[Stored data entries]
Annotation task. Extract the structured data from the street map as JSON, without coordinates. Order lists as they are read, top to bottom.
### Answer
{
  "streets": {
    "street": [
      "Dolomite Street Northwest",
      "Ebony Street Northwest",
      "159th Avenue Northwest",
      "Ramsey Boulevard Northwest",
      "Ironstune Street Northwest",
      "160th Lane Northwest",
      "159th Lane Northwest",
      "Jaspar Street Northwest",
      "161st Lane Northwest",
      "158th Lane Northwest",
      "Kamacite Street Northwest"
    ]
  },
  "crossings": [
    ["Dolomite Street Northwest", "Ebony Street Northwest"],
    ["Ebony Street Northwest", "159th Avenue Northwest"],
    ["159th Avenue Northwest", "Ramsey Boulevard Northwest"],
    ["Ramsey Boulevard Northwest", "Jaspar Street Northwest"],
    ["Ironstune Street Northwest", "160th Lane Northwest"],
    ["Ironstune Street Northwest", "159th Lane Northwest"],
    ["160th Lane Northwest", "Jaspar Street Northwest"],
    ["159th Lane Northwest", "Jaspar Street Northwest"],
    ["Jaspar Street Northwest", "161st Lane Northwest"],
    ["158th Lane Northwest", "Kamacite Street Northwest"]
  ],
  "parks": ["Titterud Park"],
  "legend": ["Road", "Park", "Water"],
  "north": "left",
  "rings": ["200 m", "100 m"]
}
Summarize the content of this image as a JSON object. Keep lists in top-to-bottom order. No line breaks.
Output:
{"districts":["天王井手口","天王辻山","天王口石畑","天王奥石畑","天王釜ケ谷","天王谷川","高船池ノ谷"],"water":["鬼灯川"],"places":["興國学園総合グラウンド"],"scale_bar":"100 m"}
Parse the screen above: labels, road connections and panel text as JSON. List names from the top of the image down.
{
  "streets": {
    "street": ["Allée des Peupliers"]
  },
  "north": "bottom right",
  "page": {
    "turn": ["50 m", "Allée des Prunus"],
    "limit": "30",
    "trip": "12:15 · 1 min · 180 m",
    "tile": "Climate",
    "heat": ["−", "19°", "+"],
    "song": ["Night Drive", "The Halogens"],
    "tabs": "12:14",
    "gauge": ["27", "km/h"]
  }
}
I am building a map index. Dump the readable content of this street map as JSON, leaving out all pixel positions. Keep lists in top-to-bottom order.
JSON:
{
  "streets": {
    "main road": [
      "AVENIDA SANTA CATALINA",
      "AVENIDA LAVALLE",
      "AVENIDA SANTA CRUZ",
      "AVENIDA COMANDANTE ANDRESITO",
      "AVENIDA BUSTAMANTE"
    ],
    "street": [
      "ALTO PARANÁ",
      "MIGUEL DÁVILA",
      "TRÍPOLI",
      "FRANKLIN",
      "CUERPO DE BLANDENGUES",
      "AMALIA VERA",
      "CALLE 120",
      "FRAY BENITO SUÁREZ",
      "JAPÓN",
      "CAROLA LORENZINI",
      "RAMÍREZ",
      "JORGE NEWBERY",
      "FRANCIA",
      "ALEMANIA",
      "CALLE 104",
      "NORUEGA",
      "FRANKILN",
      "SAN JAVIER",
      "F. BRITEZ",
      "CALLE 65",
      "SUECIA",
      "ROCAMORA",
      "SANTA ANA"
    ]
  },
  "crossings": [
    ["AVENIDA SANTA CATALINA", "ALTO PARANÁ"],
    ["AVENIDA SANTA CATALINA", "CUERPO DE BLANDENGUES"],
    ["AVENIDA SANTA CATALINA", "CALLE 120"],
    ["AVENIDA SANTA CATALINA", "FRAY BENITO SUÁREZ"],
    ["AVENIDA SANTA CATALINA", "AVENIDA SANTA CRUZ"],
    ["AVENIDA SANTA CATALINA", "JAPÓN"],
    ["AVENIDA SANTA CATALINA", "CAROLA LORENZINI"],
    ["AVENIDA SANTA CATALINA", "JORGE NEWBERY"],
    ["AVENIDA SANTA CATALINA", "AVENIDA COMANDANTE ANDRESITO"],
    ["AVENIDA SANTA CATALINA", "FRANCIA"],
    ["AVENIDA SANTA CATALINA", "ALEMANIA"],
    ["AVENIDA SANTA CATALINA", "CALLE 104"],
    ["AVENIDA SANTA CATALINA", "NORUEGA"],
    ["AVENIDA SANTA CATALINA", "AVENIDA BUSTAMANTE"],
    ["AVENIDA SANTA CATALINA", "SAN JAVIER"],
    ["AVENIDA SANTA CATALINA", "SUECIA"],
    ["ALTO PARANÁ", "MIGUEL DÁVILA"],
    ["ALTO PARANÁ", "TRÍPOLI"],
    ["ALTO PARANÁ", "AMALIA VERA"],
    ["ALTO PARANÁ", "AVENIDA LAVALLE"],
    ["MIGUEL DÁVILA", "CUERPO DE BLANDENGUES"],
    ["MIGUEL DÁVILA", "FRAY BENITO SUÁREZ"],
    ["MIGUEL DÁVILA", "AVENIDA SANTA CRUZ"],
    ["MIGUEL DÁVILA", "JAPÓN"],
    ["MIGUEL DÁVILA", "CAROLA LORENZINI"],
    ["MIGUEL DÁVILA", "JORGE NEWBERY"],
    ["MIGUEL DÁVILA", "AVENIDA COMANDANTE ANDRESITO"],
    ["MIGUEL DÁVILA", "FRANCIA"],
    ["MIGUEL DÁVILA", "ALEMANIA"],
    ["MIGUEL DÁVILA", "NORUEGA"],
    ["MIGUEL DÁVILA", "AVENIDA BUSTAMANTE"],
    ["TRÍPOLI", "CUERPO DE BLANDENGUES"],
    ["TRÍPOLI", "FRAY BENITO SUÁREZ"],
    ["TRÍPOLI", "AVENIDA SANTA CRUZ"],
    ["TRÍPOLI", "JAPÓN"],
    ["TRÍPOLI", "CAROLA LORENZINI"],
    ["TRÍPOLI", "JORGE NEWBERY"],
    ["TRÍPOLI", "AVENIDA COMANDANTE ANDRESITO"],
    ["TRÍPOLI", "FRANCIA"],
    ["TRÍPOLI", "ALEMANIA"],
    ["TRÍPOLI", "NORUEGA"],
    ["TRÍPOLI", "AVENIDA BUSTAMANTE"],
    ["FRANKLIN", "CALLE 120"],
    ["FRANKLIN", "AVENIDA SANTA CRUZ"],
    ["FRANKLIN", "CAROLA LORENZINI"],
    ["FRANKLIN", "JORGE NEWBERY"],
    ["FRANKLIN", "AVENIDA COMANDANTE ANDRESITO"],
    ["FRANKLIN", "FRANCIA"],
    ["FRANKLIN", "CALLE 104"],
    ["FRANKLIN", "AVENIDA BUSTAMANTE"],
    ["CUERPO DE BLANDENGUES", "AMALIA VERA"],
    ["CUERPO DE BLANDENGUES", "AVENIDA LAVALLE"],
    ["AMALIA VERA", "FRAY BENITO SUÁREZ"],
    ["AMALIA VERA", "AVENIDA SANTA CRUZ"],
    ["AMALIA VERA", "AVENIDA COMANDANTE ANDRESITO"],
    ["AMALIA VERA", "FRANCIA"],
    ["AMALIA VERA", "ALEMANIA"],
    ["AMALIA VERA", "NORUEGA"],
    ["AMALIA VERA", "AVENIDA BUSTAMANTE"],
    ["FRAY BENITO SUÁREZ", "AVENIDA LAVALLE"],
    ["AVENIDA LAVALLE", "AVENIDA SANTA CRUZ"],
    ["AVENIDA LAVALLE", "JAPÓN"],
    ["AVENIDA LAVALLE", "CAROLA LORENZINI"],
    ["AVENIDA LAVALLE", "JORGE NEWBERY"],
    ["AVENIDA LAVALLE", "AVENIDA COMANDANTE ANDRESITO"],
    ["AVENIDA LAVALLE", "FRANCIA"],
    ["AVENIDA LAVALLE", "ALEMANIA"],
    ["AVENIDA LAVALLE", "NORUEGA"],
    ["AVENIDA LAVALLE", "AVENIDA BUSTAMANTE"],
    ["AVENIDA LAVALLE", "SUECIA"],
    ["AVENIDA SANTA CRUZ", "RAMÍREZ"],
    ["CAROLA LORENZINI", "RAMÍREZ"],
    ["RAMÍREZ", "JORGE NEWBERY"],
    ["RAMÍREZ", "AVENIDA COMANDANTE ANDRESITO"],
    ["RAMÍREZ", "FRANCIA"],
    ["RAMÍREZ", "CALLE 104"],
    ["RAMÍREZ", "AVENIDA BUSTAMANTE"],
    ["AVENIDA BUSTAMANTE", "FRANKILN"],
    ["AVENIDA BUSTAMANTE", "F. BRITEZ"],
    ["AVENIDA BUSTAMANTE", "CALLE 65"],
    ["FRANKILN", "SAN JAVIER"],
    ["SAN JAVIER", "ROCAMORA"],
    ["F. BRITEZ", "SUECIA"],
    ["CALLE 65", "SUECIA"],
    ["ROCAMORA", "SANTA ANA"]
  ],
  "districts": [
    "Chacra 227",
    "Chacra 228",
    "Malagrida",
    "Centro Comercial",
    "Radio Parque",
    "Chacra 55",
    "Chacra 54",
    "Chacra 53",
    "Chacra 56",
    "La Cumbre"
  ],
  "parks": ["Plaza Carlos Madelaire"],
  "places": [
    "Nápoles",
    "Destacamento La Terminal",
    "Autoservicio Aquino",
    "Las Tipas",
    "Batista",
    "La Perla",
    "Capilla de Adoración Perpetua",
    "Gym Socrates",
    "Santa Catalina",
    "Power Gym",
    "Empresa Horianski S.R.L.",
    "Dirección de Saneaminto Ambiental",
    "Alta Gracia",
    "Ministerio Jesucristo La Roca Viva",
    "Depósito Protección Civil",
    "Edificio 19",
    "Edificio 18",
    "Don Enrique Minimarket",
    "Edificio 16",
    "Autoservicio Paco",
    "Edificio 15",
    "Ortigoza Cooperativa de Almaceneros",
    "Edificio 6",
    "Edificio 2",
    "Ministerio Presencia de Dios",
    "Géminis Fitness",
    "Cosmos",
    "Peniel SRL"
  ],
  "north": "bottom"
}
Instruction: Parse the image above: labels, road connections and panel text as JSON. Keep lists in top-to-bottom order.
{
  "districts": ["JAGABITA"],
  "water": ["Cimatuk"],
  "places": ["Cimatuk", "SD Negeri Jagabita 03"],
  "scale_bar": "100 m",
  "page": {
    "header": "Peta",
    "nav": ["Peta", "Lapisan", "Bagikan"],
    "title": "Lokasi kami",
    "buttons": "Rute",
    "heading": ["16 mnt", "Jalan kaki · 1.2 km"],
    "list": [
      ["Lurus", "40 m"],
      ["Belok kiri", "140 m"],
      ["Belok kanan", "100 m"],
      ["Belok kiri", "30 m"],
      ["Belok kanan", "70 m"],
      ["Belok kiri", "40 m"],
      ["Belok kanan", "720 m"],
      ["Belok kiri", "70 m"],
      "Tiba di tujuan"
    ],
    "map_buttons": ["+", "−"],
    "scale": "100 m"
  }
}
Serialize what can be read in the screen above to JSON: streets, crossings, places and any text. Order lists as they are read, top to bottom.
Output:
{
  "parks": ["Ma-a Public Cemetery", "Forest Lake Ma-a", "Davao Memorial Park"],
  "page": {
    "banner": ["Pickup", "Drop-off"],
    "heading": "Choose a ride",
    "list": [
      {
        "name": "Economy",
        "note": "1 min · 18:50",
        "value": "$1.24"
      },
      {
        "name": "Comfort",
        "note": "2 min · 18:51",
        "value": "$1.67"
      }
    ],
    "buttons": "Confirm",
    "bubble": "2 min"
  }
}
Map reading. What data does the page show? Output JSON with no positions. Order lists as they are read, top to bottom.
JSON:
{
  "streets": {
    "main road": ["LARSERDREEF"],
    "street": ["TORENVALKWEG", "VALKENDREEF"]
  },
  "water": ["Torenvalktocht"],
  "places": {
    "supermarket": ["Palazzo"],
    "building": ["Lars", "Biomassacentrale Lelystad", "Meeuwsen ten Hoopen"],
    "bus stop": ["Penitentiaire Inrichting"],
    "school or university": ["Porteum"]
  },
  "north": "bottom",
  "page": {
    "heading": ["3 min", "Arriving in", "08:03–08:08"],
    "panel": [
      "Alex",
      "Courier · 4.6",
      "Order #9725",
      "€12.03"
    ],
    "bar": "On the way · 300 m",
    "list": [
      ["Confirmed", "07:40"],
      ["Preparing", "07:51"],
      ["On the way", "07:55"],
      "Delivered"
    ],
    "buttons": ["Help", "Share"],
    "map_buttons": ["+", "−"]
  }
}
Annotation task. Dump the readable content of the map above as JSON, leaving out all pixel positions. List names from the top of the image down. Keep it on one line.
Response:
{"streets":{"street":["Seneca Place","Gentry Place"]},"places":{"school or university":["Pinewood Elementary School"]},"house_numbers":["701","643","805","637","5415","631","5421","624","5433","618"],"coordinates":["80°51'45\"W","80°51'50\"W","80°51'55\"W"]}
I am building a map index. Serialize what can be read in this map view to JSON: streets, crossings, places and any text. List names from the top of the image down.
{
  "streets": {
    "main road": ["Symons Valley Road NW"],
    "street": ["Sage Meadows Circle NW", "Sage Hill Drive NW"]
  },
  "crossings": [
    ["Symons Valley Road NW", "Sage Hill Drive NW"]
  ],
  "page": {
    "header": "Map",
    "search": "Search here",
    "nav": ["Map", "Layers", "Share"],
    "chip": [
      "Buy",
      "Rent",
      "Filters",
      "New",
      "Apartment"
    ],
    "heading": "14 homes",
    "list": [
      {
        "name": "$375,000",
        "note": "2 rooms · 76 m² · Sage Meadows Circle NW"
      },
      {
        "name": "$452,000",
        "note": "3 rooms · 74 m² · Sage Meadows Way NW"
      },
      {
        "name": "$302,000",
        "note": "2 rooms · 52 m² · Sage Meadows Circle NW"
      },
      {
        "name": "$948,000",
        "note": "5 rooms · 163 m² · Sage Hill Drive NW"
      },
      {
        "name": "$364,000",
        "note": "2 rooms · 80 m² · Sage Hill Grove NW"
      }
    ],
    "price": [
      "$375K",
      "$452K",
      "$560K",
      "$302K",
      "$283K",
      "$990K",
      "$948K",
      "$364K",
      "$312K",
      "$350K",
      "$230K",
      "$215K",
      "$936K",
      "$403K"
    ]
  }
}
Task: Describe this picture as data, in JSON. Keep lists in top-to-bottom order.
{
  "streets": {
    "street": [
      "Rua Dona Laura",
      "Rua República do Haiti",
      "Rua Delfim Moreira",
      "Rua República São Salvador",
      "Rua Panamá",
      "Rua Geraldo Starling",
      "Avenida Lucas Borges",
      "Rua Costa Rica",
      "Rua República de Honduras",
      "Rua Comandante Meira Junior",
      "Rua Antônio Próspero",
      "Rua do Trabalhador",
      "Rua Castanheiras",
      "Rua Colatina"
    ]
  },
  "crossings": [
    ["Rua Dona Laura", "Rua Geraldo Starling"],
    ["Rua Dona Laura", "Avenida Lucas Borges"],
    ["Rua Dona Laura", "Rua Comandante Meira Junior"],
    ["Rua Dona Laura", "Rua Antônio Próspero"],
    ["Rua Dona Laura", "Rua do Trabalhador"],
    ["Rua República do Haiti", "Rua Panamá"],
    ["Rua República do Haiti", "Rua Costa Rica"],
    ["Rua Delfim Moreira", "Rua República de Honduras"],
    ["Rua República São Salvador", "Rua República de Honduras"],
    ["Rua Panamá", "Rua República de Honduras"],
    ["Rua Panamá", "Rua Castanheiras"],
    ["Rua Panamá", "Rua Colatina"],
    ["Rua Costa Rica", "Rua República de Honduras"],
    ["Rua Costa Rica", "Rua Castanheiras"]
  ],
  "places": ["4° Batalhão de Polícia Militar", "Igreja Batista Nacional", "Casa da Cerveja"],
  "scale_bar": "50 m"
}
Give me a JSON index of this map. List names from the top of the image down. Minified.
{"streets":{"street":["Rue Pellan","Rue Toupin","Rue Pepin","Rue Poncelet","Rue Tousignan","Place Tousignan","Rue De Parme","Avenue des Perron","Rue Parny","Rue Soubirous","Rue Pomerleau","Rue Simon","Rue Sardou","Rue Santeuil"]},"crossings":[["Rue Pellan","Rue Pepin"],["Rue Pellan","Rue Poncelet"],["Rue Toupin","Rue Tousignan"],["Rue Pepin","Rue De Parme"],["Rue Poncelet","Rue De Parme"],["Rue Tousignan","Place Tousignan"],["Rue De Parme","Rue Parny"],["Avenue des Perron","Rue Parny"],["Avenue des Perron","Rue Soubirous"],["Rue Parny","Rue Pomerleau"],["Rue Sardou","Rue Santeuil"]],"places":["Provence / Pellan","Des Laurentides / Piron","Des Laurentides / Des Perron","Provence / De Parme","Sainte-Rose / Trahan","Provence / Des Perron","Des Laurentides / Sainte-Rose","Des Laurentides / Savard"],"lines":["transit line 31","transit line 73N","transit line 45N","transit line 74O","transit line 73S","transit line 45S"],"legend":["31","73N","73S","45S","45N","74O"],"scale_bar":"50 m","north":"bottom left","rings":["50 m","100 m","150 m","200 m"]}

▶ [TASK]
Tally the lines of the records that contain the word "kiri" and state the total alone.

▶ [EXPECTED ANSWER]
4